Multiplication des condamnations d’États
Dans quelle mesure les États sont-ils contraints par le droit ? Depuis le premier recours victorieux de l’ONG néerlandaise Urgenda contre l’inaction climatique des Pays-Bas en 2015, les décisions de tribunaux nationaux se sont multipliées pour forcer les États à accélérer la baisse de leurs émissions de gaz à effet de serre, principalement dans les pays de l’Organisation de coopération et de développement économiques.

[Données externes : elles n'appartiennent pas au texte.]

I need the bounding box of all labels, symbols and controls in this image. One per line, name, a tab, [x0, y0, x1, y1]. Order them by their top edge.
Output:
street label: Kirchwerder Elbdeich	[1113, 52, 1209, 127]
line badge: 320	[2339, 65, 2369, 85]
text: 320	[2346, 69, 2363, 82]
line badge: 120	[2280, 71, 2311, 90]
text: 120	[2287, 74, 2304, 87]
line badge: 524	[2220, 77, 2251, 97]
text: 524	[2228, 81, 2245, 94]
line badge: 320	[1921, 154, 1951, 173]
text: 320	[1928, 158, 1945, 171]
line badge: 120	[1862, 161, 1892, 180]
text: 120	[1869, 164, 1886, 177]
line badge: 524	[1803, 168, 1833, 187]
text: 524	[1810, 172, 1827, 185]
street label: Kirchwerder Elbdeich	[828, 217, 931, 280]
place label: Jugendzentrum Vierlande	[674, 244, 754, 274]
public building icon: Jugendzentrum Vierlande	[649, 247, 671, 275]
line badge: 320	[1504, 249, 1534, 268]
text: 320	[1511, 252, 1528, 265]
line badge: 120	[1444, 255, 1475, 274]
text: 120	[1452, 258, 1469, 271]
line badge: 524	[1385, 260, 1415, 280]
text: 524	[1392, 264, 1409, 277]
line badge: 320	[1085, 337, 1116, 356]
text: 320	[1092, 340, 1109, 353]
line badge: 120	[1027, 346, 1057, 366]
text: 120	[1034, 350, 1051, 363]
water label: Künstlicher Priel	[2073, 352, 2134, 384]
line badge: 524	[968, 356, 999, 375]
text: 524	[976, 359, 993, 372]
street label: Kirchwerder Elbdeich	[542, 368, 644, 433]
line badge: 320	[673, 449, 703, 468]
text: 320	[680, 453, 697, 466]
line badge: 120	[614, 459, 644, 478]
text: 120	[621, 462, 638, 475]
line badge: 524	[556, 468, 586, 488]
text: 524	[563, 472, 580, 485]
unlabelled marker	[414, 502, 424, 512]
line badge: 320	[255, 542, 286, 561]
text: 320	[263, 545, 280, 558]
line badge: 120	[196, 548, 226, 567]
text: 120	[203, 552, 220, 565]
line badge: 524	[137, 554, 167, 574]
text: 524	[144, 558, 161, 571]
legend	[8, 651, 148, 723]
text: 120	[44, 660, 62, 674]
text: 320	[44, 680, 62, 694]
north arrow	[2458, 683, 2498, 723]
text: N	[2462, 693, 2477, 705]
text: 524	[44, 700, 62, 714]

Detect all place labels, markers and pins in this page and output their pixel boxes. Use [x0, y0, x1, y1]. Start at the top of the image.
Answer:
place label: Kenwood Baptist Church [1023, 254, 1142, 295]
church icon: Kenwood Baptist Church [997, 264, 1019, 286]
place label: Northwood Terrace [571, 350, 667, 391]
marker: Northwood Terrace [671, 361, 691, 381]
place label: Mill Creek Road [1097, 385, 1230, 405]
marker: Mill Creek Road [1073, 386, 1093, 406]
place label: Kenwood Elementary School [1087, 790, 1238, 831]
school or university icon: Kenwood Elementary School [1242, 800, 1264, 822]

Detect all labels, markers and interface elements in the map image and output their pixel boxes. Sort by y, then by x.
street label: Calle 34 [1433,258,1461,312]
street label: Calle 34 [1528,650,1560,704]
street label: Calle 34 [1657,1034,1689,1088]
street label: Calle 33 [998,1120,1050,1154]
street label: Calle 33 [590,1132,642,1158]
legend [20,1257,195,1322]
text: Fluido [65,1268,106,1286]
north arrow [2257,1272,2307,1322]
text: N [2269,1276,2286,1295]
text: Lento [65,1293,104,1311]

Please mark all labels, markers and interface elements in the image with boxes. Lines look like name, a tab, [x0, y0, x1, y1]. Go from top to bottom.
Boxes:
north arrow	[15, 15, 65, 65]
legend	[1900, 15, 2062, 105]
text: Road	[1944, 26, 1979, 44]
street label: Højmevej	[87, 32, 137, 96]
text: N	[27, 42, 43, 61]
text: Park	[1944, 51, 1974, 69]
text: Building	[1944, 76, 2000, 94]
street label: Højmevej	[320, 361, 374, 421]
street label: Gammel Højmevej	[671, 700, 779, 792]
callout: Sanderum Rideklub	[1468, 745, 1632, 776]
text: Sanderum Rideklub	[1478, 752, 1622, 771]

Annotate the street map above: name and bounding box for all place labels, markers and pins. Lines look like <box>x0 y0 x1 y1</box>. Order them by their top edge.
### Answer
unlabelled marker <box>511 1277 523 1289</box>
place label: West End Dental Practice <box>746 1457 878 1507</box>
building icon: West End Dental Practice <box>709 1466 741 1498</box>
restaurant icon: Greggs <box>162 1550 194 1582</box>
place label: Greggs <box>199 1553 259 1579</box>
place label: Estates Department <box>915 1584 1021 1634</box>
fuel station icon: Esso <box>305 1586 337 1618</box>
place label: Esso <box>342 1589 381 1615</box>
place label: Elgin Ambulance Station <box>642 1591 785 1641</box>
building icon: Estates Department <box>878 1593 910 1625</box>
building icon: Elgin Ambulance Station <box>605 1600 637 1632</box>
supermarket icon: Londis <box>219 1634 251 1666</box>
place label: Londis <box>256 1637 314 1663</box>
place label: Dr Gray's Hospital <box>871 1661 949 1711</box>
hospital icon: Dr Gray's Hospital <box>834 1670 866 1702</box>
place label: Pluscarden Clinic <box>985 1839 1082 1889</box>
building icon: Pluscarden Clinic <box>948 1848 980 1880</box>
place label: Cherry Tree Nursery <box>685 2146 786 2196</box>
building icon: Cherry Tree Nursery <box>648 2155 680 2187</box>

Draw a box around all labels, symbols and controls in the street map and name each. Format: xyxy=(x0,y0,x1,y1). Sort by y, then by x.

En Europe, on peut recenser les jugements suivants, qui se sont conclus par une sanction des États concernés : Friends of the Irish Environment vs Irlande (Cour suprême, 2020), Notre affaire à tous vs France (première instance, 2021), Neubauer vs Allemagne (première instance, 2021), VZW Klimatzaak vs Belgique (cour d’appel, 2023)… Aux États-Unis, où les recours climat se comptent par milliers, quelques rares victoires juridiques sont enregistrées, à l’échelle des États, notamment celle de jeunes plaignants ayant obtenu la révision à la baisse des projets d’extraction d’énergies fossiles dans le Montana (Held vs Montana, 2023).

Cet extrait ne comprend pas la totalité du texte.